No Equality Without Reproductive Rights

In 2016, the National Women’s Council of Ireland (NWCI), an organisation which advocates for women’s rights, decided to run a campaign which could speak to the public about abortion in a different way. They wanted to highlight that abortion is a small but essential aspect of women’s healthcare, and without proper healthcare women are not equal.

This campaign would set out a healthcare model for women and girls which took into account their reproductive rights, essentially imagining what life would be like without the 8th amendment – and highlighting the existing inequalities women faced in Ireland at that time. It was called ‘Every Woman’

Every Woman

Every Woman was deliberately designed not to be a political advocacy campaign, but a women’s health and wellbeing campaign. We decided to approach the idea of abortion as a ‘need’ rather than a ‘right’, taking a step back from the vitriolic political discourse to focus on the realities of individual experiences of abortion. As Orla O’Connor, director of NWCI said: “For women it’s not a political issue. It’s a personal and private one.”

Real Women, Not Rhetoric

We sought to remove the language of politics, law, stigma and shame from the conversation, and instead focus on the ‘human’ side. The core message was that care around pregnancy, women’s health and sexual health are all essentially ordinary requirements for every woman, and every woman has the right to proper healthcare. Privacy and individual choice was key to this, as healthcare concerns should be a private matter between a patient and her doctor. No woman is the same, but every woman has individual experiences and needs that ought to be supported.
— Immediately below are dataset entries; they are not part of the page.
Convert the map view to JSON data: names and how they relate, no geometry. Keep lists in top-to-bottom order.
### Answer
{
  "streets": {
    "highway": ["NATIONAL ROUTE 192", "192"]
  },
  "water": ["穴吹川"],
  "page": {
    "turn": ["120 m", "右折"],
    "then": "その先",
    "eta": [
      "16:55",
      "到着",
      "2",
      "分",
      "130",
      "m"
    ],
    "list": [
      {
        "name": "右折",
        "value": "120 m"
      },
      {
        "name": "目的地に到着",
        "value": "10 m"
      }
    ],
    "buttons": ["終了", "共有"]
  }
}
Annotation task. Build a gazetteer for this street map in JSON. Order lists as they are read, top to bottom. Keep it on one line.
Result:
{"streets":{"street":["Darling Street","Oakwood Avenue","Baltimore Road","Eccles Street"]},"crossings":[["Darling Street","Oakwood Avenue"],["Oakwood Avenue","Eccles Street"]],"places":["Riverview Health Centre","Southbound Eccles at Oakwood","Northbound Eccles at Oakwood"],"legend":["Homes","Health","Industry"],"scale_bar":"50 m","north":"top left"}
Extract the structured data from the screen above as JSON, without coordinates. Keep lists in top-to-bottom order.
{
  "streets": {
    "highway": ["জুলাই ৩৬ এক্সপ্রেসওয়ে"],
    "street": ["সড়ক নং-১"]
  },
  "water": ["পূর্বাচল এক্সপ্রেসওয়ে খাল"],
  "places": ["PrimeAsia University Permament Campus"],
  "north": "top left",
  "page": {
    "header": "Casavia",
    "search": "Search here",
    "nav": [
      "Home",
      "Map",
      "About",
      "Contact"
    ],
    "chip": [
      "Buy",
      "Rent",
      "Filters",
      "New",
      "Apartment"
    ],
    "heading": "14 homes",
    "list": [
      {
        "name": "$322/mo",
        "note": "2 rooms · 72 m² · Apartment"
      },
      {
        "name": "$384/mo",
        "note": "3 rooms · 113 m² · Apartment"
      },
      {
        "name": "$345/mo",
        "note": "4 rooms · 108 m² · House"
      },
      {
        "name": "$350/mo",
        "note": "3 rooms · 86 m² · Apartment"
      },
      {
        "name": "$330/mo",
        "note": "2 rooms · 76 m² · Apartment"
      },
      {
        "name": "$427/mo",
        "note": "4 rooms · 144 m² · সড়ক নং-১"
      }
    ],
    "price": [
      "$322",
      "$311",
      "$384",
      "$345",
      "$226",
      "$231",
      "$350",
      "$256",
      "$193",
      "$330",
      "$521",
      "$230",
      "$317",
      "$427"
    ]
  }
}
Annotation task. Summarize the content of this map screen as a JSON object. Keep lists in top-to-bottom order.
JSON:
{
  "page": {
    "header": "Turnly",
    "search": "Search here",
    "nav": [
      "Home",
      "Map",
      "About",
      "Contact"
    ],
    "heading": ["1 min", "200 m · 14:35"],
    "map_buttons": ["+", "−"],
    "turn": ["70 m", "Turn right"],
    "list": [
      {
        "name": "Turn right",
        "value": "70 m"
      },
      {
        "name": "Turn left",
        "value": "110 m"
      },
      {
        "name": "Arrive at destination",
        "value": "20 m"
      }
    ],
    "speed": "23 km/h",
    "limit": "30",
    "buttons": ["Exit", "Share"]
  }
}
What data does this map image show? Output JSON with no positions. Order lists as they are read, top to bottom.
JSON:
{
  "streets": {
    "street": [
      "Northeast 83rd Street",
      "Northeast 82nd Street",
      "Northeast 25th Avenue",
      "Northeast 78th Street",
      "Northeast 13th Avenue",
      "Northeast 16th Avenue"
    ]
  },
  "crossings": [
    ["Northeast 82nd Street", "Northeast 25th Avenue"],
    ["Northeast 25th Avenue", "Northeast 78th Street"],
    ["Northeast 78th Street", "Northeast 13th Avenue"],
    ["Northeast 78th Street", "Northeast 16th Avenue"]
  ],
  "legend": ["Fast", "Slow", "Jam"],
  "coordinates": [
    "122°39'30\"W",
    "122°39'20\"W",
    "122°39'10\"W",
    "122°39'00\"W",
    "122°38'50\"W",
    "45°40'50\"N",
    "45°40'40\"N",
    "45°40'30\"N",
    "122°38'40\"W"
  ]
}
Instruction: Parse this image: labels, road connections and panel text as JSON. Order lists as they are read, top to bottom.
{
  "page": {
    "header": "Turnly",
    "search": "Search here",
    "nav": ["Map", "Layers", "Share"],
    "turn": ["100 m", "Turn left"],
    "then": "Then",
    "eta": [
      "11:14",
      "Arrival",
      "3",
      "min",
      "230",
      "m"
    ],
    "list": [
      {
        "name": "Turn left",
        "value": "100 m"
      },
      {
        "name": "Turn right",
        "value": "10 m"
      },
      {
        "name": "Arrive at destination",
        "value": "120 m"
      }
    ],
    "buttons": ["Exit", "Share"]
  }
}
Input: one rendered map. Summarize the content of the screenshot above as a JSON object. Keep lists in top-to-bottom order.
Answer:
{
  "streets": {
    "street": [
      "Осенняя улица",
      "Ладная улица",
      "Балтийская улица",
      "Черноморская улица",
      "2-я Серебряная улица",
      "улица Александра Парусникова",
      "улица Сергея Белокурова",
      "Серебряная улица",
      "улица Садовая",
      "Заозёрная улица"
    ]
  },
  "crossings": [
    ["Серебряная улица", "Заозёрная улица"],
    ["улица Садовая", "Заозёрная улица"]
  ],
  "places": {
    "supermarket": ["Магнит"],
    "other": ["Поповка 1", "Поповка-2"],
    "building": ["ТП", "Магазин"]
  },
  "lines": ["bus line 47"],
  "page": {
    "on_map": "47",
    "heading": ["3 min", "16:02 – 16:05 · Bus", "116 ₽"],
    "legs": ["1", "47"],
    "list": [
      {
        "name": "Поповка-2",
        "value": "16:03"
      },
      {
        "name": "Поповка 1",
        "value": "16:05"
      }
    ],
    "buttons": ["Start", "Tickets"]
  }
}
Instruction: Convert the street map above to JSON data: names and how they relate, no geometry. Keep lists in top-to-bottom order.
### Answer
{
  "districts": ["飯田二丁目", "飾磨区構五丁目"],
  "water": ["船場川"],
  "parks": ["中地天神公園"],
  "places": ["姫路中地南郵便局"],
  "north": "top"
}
This concept was underlined by a visual style which deliberately provided a complete break with the ‘shock’ imagery associated with some lurid anti-abortion campaigns, instead focusing on the ordinary women in our society. It imagined a world where every woman could live their lives knowing their reproductive rights and healthcare were fully taken care of, respected, private, and within their control. This presented a positive image of an Ireland free of the 8th amendment.

To fully flesh-out this counter-narrative to the anti-abortion scare stories, Every Woman also had to address and answer the many anti-abortion myths. To do this, we had to engage with the ‘difficult questions’ and respond with factual and considered information. This was not about rhetoric, but about grounding the need for abortion in the realities of women’s lives.

Reception

Every Woman was positively received as a campaign. The stance of ‘need, rather than right’ was welcomed by politicians as a way of speaking about the issue to their own constituents and articulating the need to remove the 8th amendment. For the first time in Ireland, we could imagine what life would look like with legal abortion. We could create our future on our own terms. The campaign gained coverage in the media and paved the way for a more targeted campaign to remove the 8th amendment for good, which you can read about here {link to repeal article}.

Who Needs Your Yes

In 2018, before the referendum on whether to repeal the 8th amendment took place, the NWCI followed up Every Woman with a campaign ‘Who Needs Your Yes.’ This campaign foregrounded the real stories of women, their families and friends who had been affected by the 8th amendment. The results were emotive personal stories revealed on social media – from women who had to travel abroad to terminate a pregnancy with a fatal foetal abnormality to fathers of young girls who had had to go abroad to terminate alone to doctors regretful at their inability to provide women with adequate care. The point was to encourage people to think of the real women in their lives who needed abortion care, who deserved equal rights. All these women needed you to vote ‘yes’ in the upcoming referendum. This was an outstanding outpouring of support from real women, and showcased better than any slogan or poster every could the real need for abortion care in Ireland.

Impact

In May 2018 the 8th amendment was repealed, with 67% voting in favour. This has given the women of Ireland legal access to abortion and brought us closer to a more equal society.